The main physiological stimuli of FGF23 secretion are increased dietary phosphorus intake and increased 1,25(OH)2D levels
. Accordingly, in the present study, we studied patients who had not been administered active vitamin D3 or phosphate binders, to more precisely determine whether FGF23 levels are associated with vascular calcification. Burnett et al. demonstrated that dietary phosphate loading increases the fractional excretion of phosphate and circulating FGF23 in 66 healthy males and females, suggesting that dietary phosphate is an important regulator of circulating FGF23 levels in humans
. However, an association of phosphate loading with changes in FGF23 levels has not been fully documented in CKD patients. In a small, randomized controlled trial of CKD patients, Isakova et al. recently reported that CKD patients receiving a higher phosphorus diet plus placebo for 2 weeks demonstrated a significant increase in FGF23 levels, with no significant changes over time in serum phosphate levels, suggesting an important effect of dietary phosphorus intake on FGF23 levels rather than serum phosphate levels
. However, it remains unknown whether high dietary phosphate loading contributes to the development of vascular calcification in CKD patients.
Moderately uremic mice fed a high phosphate diet are not hyperphosphatemic but have a significant rise in serum FGF23 levels that are significantly correlated with arterial medial calcification
. In the present study, phosphate intake or loading was not assessed in a quantitative manner over prolonged time periods before the patients’ admission. Accordingly, it remains unknown whether elevated FGF23 levels in some of our study population might reflect a reaction to phosphate loading, and the effect of phosphate loading on vascular calcification could not be assessed.

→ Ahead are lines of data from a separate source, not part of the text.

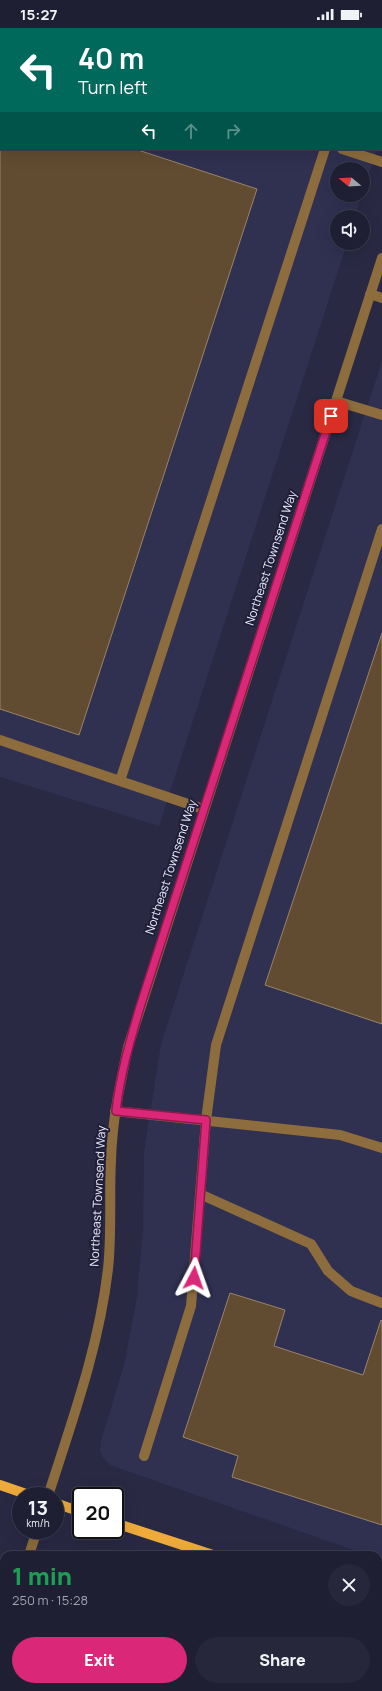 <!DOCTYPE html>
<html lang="en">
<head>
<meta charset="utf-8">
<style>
  :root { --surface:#1f1f33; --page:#27273b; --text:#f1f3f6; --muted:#a1a2ac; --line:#3c3d4e; --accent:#db2777 }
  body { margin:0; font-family:Manrope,sans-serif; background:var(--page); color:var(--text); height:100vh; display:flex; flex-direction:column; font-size:15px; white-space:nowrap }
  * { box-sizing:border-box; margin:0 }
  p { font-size:13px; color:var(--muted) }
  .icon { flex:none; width:22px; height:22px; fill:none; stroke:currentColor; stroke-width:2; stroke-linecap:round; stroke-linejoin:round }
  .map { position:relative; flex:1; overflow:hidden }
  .details { position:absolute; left:0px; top:1523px; width:382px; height:140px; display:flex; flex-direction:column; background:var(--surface); border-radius:12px 12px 0 0; box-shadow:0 4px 16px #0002,0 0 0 1px var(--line) }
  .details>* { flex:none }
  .banner { position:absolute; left:0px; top:0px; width:382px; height:122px; box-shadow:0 4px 16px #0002,0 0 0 1px var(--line); background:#00695c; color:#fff; overflow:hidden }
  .needle { width:26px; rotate:288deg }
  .buttons { position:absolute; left:330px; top:134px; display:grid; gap:8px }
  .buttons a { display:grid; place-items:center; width:40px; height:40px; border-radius:50%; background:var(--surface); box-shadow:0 4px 16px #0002,0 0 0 1px var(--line); font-size:20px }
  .speed { position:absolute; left:12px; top:1459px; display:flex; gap:8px; font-size:20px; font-weight:700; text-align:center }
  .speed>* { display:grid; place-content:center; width:52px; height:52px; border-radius:50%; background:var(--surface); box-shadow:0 4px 16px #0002,0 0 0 1px var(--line); line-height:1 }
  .speed small { font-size:10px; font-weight:400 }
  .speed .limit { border:2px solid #111; border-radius:6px; background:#fff; color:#111 }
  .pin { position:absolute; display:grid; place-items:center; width:34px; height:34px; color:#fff; margin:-17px; border-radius:8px; box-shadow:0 2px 6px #0006 }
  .me { position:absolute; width:44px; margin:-22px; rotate:4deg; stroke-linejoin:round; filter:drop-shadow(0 0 3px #0008) }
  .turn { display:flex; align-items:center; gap:14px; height:84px; padding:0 12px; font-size:18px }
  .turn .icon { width:52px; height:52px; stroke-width:2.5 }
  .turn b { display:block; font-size:28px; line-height:34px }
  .lanes { display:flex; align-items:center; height:38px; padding:0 12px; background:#0003; justify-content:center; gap:20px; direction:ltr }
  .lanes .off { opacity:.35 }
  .round { display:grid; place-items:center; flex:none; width:42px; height:42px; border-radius:21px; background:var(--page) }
  .headline { display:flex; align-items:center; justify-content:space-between; height:68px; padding:0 12px }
  h1 { font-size:24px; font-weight:800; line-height:30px; color:#1e9e55 }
  .button { display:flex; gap:8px; margin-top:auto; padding:8px 12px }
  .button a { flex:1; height:46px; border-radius:24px; background:var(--accent); color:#fff; font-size:16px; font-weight:800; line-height:46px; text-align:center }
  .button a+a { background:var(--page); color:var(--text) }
  .status { display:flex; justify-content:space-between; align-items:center; height:28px; padding:0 20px; background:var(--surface); direction:ltr }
  .status svg { height:11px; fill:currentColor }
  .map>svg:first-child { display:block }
  .built { fill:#303051 }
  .building { fill:#614c32; stroke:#9a8368 }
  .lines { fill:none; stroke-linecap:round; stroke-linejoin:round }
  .minor { stroke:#8d6d3d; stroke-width:10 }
  .major { stroke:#eeab3b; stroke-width:10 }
  .route-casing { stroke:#8e194d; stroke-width:10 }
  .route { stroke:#db2777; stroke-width:7 }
  .labels { text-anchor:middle; stroke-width:4; stroke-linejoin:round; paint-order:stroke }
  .street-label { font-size:12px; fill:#ebecfe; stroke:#201f39 }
</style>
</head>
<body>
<div class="status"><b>15:27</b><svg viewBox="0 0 49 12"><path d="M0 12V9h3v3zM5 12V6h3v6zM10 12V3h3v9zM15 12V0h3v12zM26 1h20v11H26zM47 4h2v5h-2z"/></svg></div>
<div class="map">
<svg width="382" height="1663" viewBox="0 0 382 1663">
  <rect width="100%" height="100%" fill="#292944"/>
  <path class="built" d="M0,0H382L381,108V1H1V121H377L363,164V141H337V167H362L355,189H337V215H347L159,798L0,749Z
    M382,333V1532L378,1530V1527H368L110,1437L103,1430L100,1423L101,1413L124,1337L137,1269L143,1201L144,1124L161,1016Z"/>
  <path class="building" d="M0,77L1,121H135L257,161L79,707L0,681Z
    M382,605V996L265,957Z
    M230,1265L285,1282L274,1318L363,1347L381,1292L382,1293V1497L232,1449L238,1428L183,1409Z
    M214,1659H254L253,1663H226Z
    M266,1659H309L308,1663H272L273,1661Z
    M320,1659H368L367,1663H318Z"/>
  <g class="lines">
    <path class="minor" d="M366,1V0
      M0,14H1
      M342,121L382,134
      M370,266L382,270
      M336,373L382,387
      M0,712L120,753
      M203,781L120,753L325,121
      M115,1083L340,1107L382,1120
      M200,1166L311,1216L328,1243L351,1263L382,1275
      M144,1428L191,1278L206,1092L216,1017L382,501
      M48,1468C72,1393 99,1319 108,1241C112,1205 109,1168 111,1132C112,1093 120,1056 128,1019L382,230
      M29,1527L37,1502
      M0,1618L4,1605
      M126,1659L139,1663
      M106,1663L108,1659"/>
    <path class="major" d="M0,1457L32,1468
      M55,1475L81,1484
      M115,1495L213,1527
      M378,1581L382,1582"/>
  </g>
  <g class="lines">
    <defs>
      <path id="route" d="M194,1250L206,1092L116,1083C120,1047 130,1013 140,979L331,388"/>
    </defs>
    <use href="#route" class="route-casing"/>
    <use href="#route" class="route"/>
  </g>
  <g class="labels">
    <g class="street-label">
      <text transform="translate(271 530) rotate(-72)" y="4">Northeast Townsend Way</text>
      <text transform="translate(171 839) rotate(-72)" y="4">Northeast Townsend Way</text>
      <text transform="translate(98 1168) rotate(-87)" y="4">Northeast Townsend Way</text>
    </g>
  </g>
</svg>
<div class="buttons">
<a><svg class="needle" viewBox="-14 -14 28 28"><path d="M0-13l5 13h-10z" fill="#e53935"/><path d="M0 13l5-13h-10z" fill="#a1a2ac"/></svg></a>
<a><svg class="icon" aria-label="sound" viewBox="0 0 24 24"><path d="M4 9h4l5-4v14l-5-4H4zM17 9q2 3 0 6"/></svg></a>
</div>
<div class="speed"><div>13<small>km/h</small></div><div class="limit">20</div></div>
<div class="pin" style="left:331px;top:388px;background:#d93025"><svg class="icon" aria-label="arrive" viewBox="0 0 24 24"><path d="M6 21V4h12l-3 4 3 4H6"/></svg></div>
<svg class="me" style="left:194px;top:1250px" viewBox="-20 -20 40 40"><path d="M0-17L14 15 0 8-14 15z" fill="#db2777" stroke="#fff" stroke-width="4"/></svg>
<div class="banner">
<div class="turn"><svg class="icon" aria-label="left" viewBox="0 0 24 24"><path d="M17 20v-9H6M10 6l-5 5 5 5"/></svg><div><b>40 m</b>Turn left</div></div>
<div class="lanes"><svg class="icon" aria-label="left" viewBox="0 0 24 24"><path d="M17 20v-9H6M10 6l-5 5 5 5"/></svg><svg class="icon off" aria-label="ahead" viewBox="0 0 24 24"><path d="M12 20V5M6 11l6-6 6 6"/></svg><svg class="icon off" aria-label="right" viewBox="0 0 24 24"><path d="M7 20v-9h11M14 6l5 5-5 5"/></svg></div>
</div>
<section class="details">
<div class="headline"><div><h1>1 min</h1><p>250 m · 15:28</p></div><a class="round"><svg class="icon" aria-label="close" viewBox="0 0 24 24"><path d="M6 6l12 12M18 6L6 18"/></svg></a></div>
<div class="button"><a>Exit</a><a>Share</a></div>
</section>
</div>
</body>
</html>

A previous study demonstrated that in normophosphatemic CKD patients there was a significant decrease in FGF23 levels, but not serum phosphorus levels, in patients treated with the non-calcium containing phosphate binder, sevelamer, for 6 weeks, whereas there was no decrease in FGF23 in calcium acetate-treated patients
. However, it is unclear whether a decrease in FGF23 by non-calcium containing phosphate binders is related to a simultaneous decrease in vascular calcification in CKD patients not on dialysis. Therefore, long, randomized-intervention studies are required to clarify the effect of non-calcium containing phosphate binders on changes in both FGF23 and vascular calcification in CKD.
The current study has some limitations. First, the patient cohort was relatively small. Second, the multidetector CT assessment depended on the presence or absence of CAAC, but calcium content was not scored. If the CAAC score is quantified, then the associated risk factors may be more precisely documented, and the relationship between CAAC scores and FGF23 levels should be defined. Third, serum klotho levels were not examined in the present study. It has been reported that klotho deficiency contributes to soft-tissue calcification in CKD
. FGF23 generally requires its cofactor, klotho, for its activity. High levels of FGF23, as well as deficient renal klotho expression and function, are found in CKD patients. It is possible that, in the absence of klotho, increased FGF23 levels exert pro-calcific effects via non-specific low affinity binding to its receptors
[39–41]. A recent study showed that in human arteries, restoration of klotho expression by vitamin D receptor activators could unmask anticalcific effect of FGF23
. Further investigations are warranted to determine whether high FGF23 levels, independent of klotho deficiency, contribute to the development of vascular calcification in CKD patients.